The goal in this section was to:
    a) test the hypothesis for each product, assuming that each is a two tailed interval type with a                   confidence level of 95%,
    b) present the null and alternative hypotheses as well as conclusions
    c) determine the probability values of each crop
    d) examine the similarities and differences in the results

The results for this section are in Figure 5.


3)
A researcher suspects that the level of a particular stream’s pollutant is higher than the allowable limit of 4.2 mg/l.  A sample of n= 17 reveals a mean pollutant level of 6.4 mg/l, with a standard deviation of 4.4.  It is assumed that a one tailed test with a 95% significance level with be used to follow the hypothesis testing steps.  The corresponding probability value as well as the conclusion is detailed in Figure 6. 

Steps in Hypothesis Testing:
    1) State the null hypothesis, Ho
    2) State the alternative hypotheses, Ha
    3) Choose a statistical test
    4) Choose a or the level of significance
    5) Calculate test statistic
    6) Make decision about the null and alternative hypotheses


Part II: Study Question
The objective in this part was to use two shapefiles to compare the average house values per block group in the City of Eau Claire and in Eau Claire County as a whole.  Using a significance level of 95% and a one tailed interval type, a z test was used from statistics in the attribute tables to see if a difference existed between the city and the county as a whole.  Then a map was created in Arcmap to display the average house values per block group.  The results for this part are in Figure 7.  



Results

Figure 5
  • a - significance level
  • z or t - which type of test 
  • z or t - critical value for the given significance level




                                                    μ             σ          mh             t                 probability
                Ground Nuts      0.52        0.3        0.57      -0.79936          21.19%
                Cassava              3.3          .75        3.7         -2.5577             0.52%
                Beans                 0.34        0.12      0.29        1.9984            97.72%
Figure 6
    Figure 6 shows the calculations made in t tests to determine the difference between the yields of the sample and the estimated values from the Department of Agriculture and Live Stock Development organization in Kenya.  The conclusion is that ground nuts and beans showed no difference, while cassava did show a difference.  In the ground nuts and beans calculations, the test result was to fail to reject the null hypothesis.  In the cassava calculations, the test result was to reject the null hypothesis.  

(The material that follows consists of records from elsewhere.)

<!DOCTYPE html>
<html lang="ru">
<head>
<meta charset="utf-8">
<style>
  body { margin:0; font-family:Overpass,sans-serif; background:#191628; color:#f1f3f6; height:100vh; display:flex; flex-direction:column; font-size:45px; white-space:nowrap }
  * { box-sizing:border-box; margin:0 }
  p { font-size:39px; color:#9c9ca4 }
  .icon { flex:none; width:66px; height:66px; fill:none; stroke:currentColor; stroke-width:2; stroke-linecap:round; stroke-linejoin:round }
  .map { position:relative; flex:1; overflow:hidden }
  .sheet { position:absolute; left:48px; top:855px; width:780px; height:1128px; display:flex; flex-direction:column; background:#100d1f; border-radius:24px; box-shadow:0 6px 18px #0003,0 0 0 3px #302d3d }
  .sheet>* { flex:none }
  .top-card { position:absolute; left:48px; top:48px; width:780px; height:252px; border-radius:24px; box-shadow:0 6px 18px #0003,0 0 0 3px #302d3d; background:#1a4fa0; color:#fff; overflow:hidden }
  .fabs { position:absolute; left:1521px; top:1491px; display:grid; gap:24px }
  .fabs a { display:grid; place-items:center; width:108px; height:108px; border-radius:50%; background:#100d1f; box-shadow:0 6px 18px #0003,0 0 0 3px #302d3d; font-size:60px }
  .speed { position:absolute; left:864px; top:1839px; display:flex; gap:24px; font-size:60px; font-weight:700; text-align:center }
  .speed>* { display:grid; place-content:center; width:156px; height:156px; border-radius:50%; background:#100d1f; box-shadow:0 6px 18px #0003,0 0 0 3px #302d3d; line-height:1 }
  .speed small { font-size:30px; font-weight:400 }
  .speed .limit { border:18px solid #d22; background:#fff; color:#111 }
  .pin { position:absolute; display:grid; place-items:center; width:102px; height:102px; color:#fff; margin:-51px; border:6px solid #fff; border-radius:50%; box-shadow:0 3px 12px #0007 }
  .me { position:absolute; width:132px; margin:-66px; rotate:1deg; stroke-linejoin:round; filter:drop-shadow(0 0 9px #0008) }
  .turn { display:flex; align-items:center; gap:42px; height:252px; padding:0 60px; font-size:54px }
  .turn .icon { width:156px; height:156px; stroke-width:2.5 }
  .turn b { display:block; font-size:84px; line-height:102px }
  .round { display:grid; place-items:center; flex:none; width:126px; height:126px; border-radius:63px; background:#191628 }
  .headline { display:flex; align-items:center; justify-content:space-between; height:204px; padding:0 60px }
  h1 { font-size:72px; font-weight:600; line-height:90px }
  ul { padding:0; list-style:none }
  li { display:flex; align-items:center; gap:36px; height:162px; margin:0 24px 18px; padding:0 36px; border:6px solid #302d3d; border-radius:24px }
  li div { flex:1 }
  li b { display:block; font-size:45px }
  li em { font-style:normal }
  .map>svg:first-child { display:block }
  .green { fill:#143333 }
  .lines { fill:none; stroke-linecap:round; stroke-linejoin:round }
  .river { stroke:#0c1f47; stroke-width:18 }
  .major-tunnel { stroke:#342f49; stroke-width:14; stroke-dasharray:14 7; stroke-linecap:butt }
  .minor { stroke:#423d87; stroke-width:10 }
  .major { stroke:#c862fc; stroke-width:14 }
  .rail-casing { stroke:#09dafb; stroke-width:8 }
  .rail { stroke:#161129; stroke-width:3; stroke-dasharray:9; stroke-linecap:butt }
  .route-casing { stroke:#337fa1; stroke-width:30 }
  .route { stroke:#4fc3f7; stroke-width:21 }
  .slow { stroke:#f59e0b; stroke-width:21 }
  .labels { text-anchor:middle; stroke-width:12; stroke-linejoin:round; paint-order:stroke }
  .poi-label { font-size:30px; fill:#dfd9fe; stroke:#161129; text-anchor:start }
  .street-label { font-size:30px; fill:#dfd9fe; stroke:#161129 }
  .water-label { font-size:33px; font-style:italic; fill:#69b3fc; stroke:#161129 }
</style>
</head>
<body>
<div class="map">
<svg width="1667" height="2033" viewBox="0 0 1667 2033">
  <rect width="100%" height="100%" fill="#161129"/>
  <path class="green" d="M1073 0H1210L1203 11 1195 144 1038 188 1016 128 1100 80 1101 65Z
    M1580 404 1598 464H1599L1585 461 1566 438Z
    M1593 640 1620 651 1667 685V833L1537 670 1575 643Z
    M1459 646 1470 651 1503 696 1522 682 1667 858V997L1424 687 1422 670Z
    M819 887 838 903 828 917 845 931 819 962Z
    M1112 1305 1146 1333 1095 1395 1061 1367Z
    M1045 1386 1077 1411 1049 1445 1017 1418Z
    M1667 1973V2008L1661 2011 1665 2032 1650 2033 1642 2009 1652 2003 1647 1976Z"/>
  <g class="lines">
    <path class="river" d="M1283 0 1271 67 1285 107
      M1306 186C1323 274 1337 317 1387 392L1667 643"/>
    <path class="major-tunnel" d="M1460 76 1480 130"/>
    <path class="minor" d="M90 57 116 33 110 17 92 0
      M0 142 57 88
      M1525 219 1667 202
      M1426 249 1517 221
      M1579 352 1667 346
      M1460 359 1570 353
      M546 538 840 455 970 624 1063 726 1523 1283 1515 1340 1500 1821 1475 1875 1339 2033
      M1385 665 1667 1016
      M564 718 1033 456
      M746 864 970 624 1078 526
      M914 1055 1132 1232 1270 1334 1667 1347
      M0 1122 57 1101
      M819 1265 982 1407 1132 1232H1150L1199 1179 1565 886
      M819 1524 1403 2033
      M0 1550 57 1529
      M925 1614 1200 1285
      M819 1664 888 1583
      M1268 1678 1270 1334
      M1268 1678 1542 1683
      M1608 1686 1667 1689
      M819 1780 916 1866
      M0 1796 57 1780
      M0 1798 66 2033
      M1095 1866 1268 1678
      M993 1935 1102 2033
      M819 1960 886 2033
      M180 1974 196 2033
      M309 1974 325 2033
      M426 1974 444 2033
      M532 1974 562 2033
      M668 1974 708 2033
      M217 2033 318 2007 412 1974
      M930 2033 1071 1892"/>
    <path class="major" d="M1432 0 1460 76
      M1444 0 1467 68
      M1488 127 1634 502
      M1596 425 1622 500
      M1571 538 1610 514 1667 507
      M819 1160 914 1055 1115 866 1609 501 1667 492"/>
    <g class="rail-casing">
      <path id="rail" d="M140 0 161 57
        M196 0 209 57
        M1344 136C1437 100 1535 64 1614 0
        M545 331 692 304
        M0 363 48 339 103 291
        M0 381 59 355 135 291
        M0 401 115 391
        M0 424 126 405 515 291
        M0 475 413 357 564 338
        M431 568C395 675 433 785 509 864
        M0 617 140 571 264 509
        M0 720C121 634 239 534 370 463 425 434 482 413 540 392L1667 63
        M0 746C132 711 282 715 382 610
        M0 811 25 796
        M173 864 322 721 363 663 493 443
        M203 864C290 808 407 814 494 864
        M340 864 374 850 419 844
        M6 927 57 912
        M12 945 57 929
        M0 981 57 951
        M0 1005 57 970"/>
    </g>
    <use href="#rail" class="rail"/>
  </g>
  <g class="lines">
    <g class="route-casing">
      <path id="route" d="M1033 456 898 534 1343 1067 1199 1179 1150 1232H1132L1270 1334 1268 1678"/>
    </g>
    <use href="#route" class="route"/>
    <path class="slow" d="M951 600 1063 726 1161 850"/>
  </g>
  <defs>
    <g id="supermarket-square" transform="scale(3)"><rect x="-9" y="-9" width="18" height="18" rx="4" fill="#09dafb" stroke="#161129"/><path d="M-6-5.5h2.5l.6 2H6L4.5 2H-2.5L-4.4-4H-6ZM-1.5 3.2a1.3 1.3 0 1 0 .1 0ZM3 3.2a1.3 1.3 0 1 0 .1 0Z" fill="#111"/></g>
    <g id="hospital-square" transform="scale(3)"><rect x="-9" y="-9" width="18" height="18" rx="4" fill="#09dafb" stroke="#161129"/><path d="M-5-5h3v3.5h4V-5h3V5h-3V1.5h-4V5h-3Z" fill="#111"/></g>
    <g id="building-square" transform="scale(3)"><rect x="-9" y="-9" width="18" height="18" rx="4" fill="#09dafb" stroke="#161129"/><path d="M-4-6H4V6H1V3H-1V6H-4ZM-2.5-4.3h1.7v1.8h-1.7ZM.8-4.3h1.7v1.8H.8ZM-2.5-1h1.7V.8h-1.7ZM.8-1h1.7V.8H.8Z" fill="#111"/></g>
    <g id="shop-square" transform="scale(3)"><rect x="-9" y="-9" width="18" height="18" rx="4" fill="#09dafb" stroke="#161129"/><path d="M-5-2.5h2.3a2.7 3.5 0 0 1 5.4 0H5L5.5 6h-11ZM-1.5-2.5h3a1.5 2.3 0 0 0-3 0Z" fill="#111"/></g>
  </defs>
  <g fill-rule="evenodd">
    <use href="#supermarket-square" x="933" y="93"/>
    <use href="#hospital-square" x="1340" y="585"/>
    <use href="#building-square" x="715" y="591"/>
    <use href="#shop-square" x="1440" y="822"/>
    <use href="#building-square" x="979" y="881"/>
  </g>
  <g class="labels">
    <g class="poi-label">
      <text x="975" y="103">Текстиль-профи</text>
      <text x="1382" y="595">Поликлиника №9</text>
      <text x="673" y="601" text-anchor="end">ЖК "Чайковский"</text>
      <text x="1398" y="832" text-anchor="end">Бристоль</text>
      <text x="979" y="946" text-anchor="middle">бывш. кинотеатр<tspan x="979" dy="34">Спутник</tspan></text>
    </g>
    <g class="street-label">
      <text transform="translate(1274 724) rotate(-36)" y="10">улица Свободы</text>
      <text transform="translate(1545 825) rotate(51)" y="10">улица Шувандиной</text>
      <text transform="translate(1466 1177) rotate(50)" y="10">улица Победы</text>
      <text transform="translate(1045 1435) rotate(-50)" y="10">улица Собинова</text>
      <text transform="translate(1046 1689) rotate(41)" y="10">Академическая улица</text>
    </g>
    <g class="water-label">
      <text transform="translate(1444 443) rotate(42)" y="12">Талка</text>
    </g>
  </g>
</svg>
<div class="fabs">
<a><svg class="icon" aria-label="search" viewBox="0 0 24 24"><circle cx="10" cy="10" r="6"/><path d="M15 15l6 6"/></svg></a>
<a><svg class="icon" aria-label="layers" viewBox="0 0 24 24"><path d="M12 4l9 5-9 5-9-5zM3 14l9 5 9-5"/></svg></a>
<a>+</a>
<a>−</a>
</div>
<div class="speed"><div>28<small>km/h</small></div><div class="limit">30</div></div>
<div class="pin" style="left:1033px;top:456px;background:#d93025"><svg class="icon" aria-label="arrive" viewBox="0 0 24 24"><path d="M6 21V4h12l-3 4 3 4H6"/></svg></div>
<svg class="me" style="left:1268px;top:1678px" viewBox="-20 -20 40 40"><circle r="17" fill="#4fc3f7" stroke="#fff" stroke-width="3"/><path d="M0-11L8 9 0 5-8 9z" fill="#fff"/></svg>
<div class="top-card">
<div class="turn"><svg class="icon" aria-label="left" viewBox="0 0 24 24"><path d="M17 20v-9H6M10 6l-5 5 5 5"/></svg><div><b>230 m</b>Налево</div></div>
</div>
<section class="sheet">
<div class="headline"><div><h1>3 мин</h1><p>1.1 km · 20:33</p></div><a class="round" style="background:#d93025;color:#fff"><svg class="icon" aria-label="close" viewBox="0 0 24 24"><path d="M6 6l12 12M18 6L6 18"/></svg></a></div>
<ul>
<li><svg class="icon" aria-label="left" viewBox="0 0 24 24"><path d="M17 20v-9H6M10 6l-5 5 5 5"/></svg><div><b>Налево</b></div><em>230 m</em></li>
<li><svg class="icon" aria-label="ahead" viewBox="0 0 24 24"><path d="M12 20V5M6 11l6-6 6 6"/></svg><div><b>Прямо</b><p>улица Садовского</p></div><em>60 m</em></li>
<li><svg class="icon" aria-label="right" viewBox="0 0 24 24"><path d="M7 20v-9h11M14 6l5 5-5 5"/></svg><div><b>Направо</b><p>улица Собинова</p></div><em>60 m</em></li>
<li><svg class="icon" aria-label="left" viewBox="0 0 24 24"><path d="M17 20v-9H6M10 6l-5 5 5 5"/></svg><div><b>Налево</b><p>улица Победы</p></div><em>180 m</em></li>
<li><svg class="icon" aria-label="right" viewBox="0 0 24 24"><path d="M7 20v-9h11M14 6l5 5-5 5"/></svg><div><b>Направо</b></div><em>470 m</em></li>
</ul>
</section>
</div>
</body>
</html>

                                                  μ             σ          mh             t                 probability
         Stream Pollution     6.4           4.4       4.2             2.0615         98.03%
Figure 7
    Figure 7 shows the calculations made in a t test to determine if there was a significant difference between the allowable pollution level and the recorded level of the observed stream.  The corresponding t test determined that there was a difference, because the result was to reject the null hypothesis.  








Figure 7
n: 53
City Mean: 151876.51
County Mean: 169438.13
Standard Deviation (City): 49706.92


    This map helps to show how the City of Eau Claire has a large number of block groups with low average home values.  Using a one tailed interval type with a 95% significance level, a z test was used to calculate the result: a failure to reject the null hypothesis.  This means that there is not a difference using a one tailed interval type.  There is not a difference in the average house value in the City of Eau Claire compared to the County of Eau Claire.  However, if a two tailed interval type was used in the z test, the null would be rejected because the average house value in the City of Eau Claire is significantly less than that of the county as a whole.


Conclusion
Each value in the data used for hypothesis testing will influence the result of z and t tests.  They are used to determine whether or not there is a difference between the sample mean of a set of data and the hypothesized (set) mean.  The conclusion from Figure 7 shows how even choosing whether or not a one or two tailed test will influence the end result.